## The task
Copy each line of the data that has "column" in it.

Data to examine Start Marker

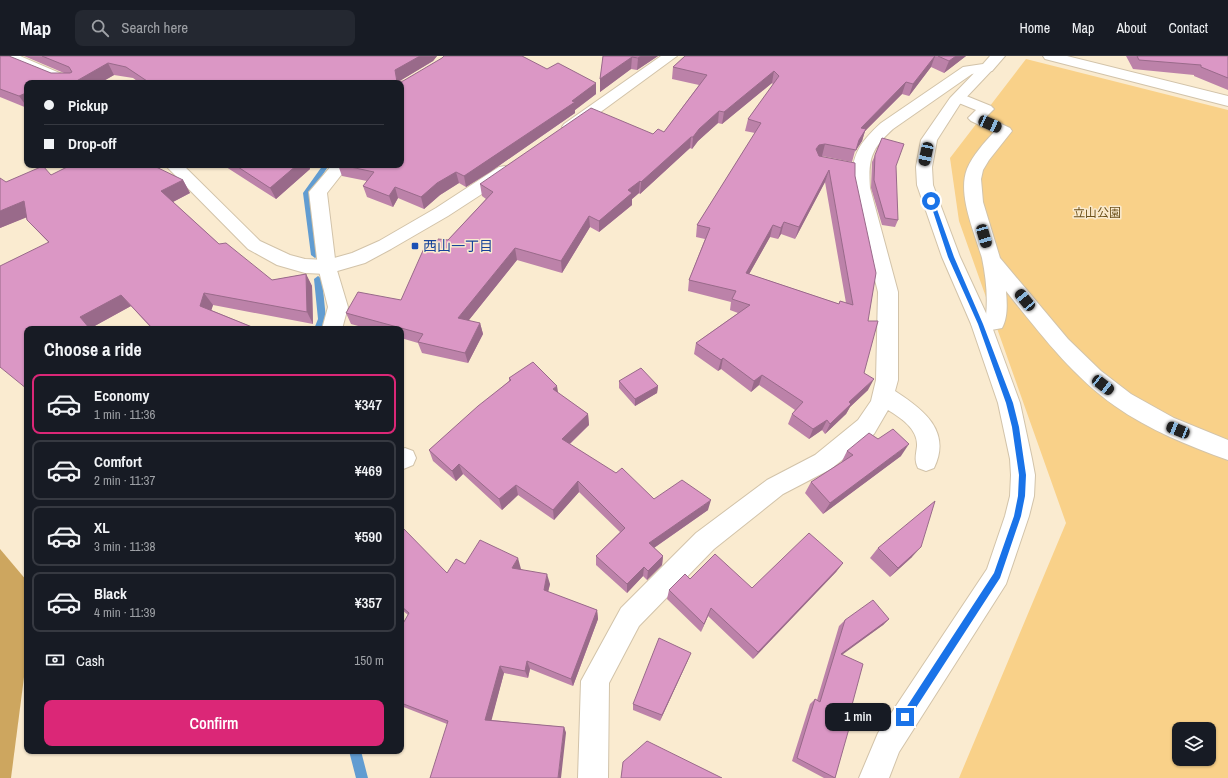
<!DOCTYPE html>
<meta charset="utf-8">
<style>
:root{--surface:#171b24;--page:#242831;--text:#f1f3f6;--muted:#9ea1a6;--line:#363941;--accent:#db2777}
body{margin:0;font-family:"Archivo Narrow","Noto Sans JP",sans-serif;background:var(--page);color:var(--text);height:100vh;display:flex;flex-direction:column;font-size:15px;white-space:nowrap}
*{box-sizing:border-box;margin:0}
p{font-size:13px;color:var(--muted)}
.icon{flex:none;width:22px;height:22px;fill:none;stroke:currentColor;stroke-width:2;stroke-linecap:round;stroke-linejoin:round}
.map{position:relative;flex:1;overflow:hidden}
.panel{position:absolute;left:24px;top:270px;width:380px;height:428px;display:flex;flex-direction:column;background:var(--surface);border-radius:8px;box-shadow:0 1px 3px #0004}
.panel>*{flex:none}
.guide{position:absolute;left:24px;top:24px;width:380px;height:88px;border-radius:8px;box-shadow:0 1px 3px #0004;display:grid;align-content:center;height:88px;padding:0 20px;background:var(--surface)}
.tools{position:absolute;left:1172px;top:666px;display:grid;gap:8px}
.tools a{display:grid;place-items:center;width:44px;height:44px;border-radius:8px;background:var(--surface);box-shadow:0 1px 3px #0004;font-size:20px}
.end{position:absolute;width:18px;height:18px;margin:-9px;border:5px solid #1a73e8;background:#fff;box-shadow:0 0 0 2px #fff}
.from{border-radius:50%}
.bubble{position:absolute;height:28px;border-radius:8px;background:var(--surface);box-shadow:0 1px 3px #0004;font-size:13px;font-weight:600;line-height:28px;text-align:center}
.car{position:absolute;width:12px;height:24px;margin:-12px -6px;border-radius:5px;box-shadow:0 0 3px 1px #0007;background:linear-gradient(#222 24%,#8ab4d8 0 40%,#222 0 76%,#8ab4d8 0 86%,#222 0)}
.guide b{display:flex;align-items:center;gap:14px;height:38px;font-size:15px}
.guide b+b{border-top:1px solid var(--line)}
.guide i{width:10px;height:10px;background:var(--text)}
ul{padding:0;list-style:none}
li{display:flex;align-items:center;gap:12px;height:60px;margin:0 8px 6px;padding:0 12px;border:2px solid var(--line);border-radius:8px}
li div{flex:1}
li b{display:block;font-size:15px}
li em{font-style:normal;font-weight:600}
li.selected{border-color:var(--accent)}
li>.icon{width:36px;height:36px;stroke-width:1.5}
h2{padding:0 20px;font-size:18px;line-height:48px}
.pay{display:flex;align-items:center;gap:10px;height:44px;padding:0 20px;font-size:15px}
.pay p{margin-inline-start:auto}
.cta{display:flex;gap:8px;margin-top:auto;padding:8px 20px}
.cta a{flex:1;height:46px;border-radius:8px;background:var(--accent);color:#fff;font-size:16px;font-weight:600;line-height:46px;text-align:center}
header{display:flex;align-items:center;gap:24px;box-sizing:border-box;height:56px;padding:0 20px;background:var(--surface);border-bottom:1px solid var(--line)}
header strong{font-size:19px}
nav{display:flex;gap:22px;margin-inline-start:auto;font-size:14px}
.search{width:280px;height:36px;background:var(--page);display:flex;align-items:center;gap:10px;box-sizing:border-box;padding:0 14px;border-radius:8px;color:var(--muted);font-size:15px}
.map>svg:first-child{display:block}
.green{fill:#f9d189;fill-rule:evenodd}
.forest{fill:#cda65f}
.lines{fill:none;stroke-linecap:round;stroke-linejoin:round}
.stream{fill:#619cd1;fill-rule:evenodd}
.minor-casing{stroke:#d2c3a9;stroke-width:2}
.tertiary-casing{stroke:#d2c3a9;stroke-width:2}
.minor{fill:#fff;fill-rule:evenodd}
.tertiary{fill:#fff;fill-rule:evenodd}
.wall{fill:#bc82a9;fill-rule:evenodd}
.shaded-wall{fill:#996a8a}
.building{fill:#db97c5;stroke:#996a8a;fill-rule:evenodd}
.route{fill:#1a73e8}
.transit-dot{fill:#1a4fb4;stroke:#faebd0;stroke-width:1.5}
.labels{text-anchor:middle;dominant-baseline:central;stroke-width:3;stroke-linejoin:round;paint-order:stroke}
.far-park-label{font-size:12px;fill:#6b501a;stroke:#faebd0}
.transit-label{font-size:14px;fill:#164399;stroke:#faebd0;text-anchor:start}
</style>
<header>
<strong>Map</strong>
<div class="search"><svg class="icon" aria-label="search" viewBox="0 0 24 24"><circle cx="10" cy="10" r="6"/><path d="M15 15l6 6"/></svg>Search here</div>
<nav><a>Home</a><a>Map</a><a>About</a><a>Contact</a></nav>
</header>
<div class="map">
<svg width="1228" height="722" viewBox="0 0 1228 722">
<rect width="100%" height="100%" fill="#faebd0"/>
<path class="green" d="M1026,3l202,51v668h-269l107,-255 -107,-302 -9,-63zM1179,673h30v30h-30z"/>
<path class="forest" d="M0,493l27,32v73l-16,124h-11z"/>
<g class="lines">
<path class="stream" d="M323,109h6l-18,28 8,62 -4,3 -4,-3 -8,-62z
M318,220l4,3 4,40 -4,10h-8l4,-10 -4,-40z
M349,695h12l7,27h-12z"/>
<defs>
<path id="minor" d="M990,0h15l-13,15 -20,3 -79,55c-22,20 -25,30 -23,59l28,104v88l-3,11c28,18 57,40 39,77l-8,3 -8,-3c-4,-8 -2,-13 -1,-22 1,-17 -16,-28 -29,-36l-14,24 -43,35 -48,25 -69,55 -75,77 -30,57 -1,95h-30l3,-97 40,-73 75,-75 71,-53 48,-25 43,-35 13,-19 5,-21 2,-88 -26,-104c-1,-32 6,-44 29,-65l82,-56 20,-3z
M959,37l32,13 3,3 -8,8 24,11 2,3 -23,29 -6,10 -2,9 2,23 17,56 68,81 33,32 30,23 43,24 54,22v20c-39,-14 -79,-30 -113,-54 -44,-31 -76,-74 -109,-115 1,12 2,26 -4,37l-21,4 -7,-3 -3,-5 3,-5 12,-3c2,-19 0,-39 -4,-58 -7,-25 -25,-63 -15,-89 6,-14 17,-26 27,-37l-23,-11 -3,-3 8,-8 -22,-9 -3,-3 3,-3z
M332,109h17l-22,28 9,74 12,40 -6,22h-20l6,-22 -10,-40 -9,-75z
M405,392l8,3 3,7 -3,7 -12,5v-20z"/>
<path id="tertiary" d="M0,0h20l56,24 2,3h-19l-57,-24z
M661,0h16l-101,74 -6,2 -6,-2 -2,-3 2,-3z
M1043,0h24l161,40v10l-183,-47z
M987,8l5,1 2,3 -34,36 -23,36 -5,27 1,18 27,72 31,67 29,79 12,56 3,16 -1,21 -5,20 -23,68 -107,168 -10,26h-30l19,-45 109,-164 18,-53 5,-20 1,-21 -1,-16 -12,-56 -27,-79 -29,-67 -25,-72 -1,-18 5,-27 29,-42 32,-33z
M165,109h18l77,76 30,14 15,4 22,1 25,-7 27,-12 57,-33 63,-41 6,-1 6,1 2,4 -2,4 -63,41 -57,33 -26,14 -38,11 -22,-1 -28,-8 -29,-16z"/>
</defs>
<use href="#minor" class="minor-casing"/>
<use href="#tertiary" class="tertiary-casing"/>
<use href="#minor" class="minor"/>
<use href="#tertiary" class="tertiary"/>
</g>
<path class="wall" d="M0,0l51,17h13l-40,-17h413l-4,5 -35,21 198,12 -21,16v3l-85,59 -24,15 -7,-4 -19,12 -16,14 -26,-11 -5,9 -26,-10 -4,-11 4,-5 -25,-5 -4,-11h63v-82h-261l-7,-5 -19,-3 -14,8h-73v25l-27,-11z
M603,0h55l-21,14 -6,-1 -31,23v-13z
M685,0h281l-22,17 -13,-6 -22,29 -7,-2 -37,37 -3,10 -7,10 -3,11 -30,-6h-2l35,20 13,145 -4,52 4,17 -18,17 -4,7 -21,20 -3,-4 -13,9 -21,-15 4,-10 3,-4 -36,-25 -8,7 -30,-23 -3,2 -24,-17 2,-11 42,-30 -8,-3 1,-8 -43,-11 1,-11 16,-41 -9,-2 1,-12 58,-92 -10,-2 3,-12 25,-34 -1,-2 -50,41 -4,-1 -20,18 -6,8 -2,-1 -50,46 -1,-1 -7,6v6l-33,27 -9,-5 -28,46 -45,-13 -49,61 12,2 3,11 -15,29 -46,-10 -4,-10 -17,-5v-9h-32l-18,-5 -5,-11 55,-13 34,-53 13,-7 38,-41 -4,-3 -2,-12 173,-50 11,-2 35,-47 -27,-6 1,-12zM825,126l21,121 -6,-2 -1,3 -90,-30 21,-37 8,2 3,-5 14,5z
M1126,0h102v34l-34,-14v-1l-61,-6z
M875,99l23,65 -3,7 -13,-2 -11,-37 1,-26z
M223,109h86l1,4 -34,30z
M51,119l132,5 7,13 -17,9 46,42 53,36 34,-6 6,12 1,38 -100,-19 -2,5 46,19h-105l-21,-23 -40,22 1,1h-65l21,-87 -21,-22 -1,-3 -26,11 6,-46z
M509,322l49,15 30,21 1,11 -19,19 84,55 54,11 -54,38 9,8 -1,9 -15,15 -4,-4 -16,17 -31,-28v-9l24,-24 -41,-40 -25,28 -36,-25 -16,15 -39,-36 -7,7 -23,-20 -4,-11 80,-69z
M619,325l39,5 -1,7 -22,13 -16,-18z
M847,395l54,5 -78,58 -18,-21 6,-11 30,-19z
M401,472l46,45 18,-9 56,5 29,15 -2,8 49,18 1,9 -25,67 -43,-17 -2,9 -24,-5 -13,47 73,7 2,6 -119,-9 -46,-18v-79l7,-12 -7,-6z
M878,492l34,9 -22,20 -20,-19z
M843,507l-7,9 -83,87 -45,-43 -7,16 -34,-33 2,-9 21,-11 62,9z
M889,563l-6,6 -41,29 7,62 -14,62h-11l-32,-17 18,-57 5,-5 2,1 22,-74 6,-6z
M688,604l-28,61 -27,-11v-6z"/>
<path class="shaded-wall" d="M420,0h17l-4,5 -35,21 -1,1 -2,-13z
M641,0h17l-21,14 1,-12z
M935,0l-4,11 -22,29 4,-12z
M956,0h10l-22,17 5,-12z
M632,1l-1,12 -31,23v-13z
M108,7l6,12 -14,8h-27z
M774,15l-2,12 -50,41 2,-12z
M906,26l-4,12 -37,37 -3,10 -7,11 4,-12 2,-12z
M596,27v11l-21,16v3l-85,59 -24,15 -2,-11z
M26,37l1,1v13l-8,-11z
M719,55l-1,12 -20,18 -6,8 1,-12 6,-8z
M691,81l-1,11 -50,46 1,-12z
M825,88l-3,12 -6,1v-8l3,-4z
M297,109h12l1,4 -34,30 -6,-11z
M829,114l-4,12 -30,57 4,-12z
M456,116l3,11 -19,12 -16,14 -3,-12 16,-14z
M183,124l7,13 -21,11 -8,-13z
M640,125l-1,12 -7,6v6l-33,27v-11l29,-31z
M395,131l3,11 -5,9 -4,-11z
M24,145l11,13 -35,14v-17z
M589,160l1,11 -28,46 -1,-12z
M784,166l-3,12 -3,5 3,-11z
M773,169l-3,12 -27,48 3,-12z
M515,192l2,12 -56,70 -3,-12z
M306,218l6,12 1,38 -6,-12z
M204,237l9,12 -4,13 -9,-12z
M121,239l10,11 -40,22 1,1h-2l-10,-12z
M480,267l3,11 -15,29 -3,-10z
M723,302l-2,11 -3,2 3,-11z
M762,319l-3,10 -8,7 3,-11z
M874,323l-6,11 -18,17 -4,7 -21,20 5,-10 19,-22z
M557,330l2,12 -6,-9z
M658,330l-1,7 -22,13v-7z
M401,338l3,7 -3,4z
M588,358l1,11 -26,25 -1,-11z
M827,364l-5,10 -13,9 4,-10z
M909,388l-8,12 -78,58 7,-11z
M459,408l4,10 -7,7 -4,-10z
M578,425l1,11 -25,28 -1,-10z
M516,429l2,10 -16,15 -3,-11z
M711,444l-3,10 -60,42 1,-9z
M921,491l-9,10 -22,20 8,-9z
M663,500l-1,9 -15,15 1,-9z
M518,502l3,11 -6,9 -3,-10z
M843,507l-7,9 -83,87 5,-7z
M644,511l-1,9 -16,17v-9z
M547,518l3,10 -4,16 -2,-10z
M711,552l-3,8 -7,16 3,-8z
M597,554l1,9 -25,67 -2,-7z
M889,563l-6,6 -48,35 6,-6z
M691,597l-3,7 -28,61 2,-6z
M527,605l3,8 -2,9 -3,-7z
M500,610l4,7 -14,53 -5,-6z
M564,671l2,6 -5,45h-3z"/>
<path class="building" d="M0,0h9l42,17h19l2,-1 -3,-5 -27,-11h378l-25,14 2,12 6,-1 39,-23 2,-2h78l25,13 11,-6 38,20 -24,18 3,1 -111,74 -8,-4 -19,11 -16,14 -26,-10 -6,9 -26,-10 11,-14 -33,-7h60v-82h-251l-24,-16 -18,-4 -35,20h-46v10h-1l-7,3 -19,-7z
M603,0h38l-3,2 -6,-1 -32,22z
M685,0h250l-22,28 -7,-2 -45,46 5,1 -7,11 -3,10 -31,-6 -6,1 -3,4 3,7 36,7v13l21,97 -8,48h10l-14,52 10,6 -25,23 2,2 -21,20 -3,-4 -14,9 -21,-15 11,-12 -41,-27 -8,6 -31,-23 -2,2 -25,-17 54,-38 -18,-6 4,-8 -47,-11 21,-52 -13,-3 64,-102 -13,-4 31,-43 -5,-5 -50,41 -5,-1 -20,18 -6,8h-2l-50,45 -1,-1 -12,9 4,3 -33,28 -10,-5 -28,45 -46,-13 -57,70 22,5 -15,30 -47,-11 5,-8 -77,-21 12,-21 43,8 24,-54 10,1 3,-8 10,1 45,-48 -13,-8 111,-76 62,26 5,-5 6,3 43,-57 -34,-8zM829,114l24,135 -13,-4 -1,3 -93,-31 27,-48 8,3 3,-6 15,5z
M938,0h18l-7,5z
M1137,0h91v22l-27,-11v-2l-62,-5z
M882,82l22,6 -8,22 2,54 -13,-2 -11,-38 1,-25z
M71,109h81l29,14 2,1 -22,11 58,53 7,-1 46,37 34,-6 1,38 -103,-19 -4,13 57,23h-104l-32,-34 -41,22 10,12h-63v60l-27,-22v-101l49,-24 -22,-22 -3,-19 -24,10v-33l6,4 37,-16 8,9z
M235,109h62l-27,23z
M533,306l24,24 -4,3 35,25 -26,25 54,34 6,-5 32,31 28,-19 29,20 -62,43 14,13 -15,15 -4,-4 -17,17 -31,-28 29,-28 -47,-47 -25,29 -37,-25 -17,14 -40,-35 -7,7 -23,-21 49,-44 33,-26 -2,-2z
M641,312l17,18 -23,13 -16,-18z
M893,373l16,15 -79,59 -19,-21 42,-27 -6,-4 22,-18 9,6z
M935,445l-14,46 -23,21 -20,-20z
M401,472h2l44,45 9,-14 9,5 15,-24 38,18 -6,10 35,6 -3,16 53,20 -26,69 -44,-18 -2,10 -25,-5 -15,54 79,7 -6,51h-128l18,-57 -47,-18v-76l8,-14 -8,-7z
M809,477l34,30 -85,89 -47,-44 -7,16 -35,-34 16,-16 5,5 25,-25 37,34z
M873,544l16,19 -48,35 22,10 -14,52 3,2 -17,60 -38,-20 18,-59 5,3 25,-82z
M659,582l32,15 -29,62 -29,-11z
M647,685l75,37h-101l2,-16z"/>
<path class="route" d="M929,143l5,2 20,56 29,67 30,79 6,24 7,48 -1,21 -4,20 -21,62 -92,142 -3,2 -3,-2 -1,-3 1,-3 92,-141 20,-57 4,-20 1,-21 -7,-48 -6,-24 -28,-79 -30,-67z"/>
<rect class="transit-dot" x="411" y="186" width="8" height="8" rx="2"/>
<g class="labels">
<g class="far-park-label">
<text x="1097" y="157">立山公園</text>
</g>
<g class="transit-label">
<text x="423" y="190">西山一丁目</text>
</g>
</g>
</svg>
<div class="tools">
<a><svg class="icon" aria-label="layers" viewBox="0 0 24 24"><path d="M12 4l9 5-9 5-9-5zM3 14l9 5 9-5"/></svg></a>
</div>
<i class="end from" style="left:931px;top:145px"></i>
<i class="end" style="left:905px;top:661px"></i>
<div class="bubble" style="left:825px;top:647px;width:66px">1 min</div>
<i class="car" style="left:990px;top:68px;rotate:114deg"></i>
<i class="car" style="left:926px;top:98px;rotate:192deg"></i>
<i class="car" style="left:984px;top:180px;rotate:164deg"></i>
<i class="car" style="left:1025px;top:244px;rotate:321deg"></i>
<i class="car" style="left:1103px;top:329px;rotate:128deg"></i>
<i class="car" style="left:1178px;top:374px;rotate:292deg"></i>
<div class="guide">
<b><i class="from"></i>Pickup</b>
<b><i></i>Drop-off</b>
</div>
<section class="panel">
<h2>Choose a ride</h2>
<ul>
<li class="selected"><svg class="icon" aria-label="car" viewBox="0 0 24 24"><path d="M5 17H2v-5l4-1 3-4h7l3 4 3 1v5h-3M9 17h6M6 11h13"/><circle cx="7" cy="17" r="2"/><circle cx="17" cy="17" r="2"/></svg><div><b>Economy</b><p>1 min · 11:36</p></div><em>¥347</em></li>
<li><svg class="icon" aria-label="car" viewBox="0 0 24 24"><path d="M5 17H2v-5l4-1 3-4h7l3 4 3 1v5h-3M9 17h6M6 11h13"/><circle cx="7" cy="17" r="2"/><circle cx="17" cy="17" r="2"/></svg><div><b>Comfort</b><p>2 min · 11:37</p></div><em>¥469</em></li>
<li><svg class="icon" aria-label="car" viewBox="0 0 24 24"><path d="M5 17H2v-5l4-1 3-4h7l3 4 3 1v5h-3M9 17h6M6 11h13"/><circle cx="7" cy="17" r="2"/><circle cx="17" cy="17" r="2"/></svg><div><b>XL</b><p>3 min · 11:38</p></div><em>¥590</em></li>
<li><svg class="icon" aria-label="car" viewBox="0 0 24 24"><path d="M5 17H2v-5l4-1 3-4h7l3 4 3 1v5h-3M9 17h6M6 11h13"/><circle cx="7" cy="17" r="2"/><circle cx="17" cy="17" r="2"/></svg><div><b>Black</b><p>4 min · 11:39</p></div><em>¥357</em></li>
</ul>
<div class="pay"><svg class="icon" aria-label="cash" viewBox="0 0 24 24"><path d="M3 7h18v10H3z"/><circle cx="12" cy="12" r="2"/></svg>Cash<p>150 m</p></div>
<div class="cta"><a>Confirm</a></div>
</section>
</div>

Data to examine End Marker

## Result of this task
body{margin:0;font-family:"Archivo Narrow","Noto Sans JP",sans-serif;background:var(--page);color:var(--text);height:100vh;display:flex;flex-direction:column;font-size:15px;white-space:nowrap}
.panel{position:absolute;left:24px;top:270px;width:380px;height:428px;display:flex;flex-direction:column;background:var(--surface);border-radius:8px;box-shadow:0 1px 3px #0004}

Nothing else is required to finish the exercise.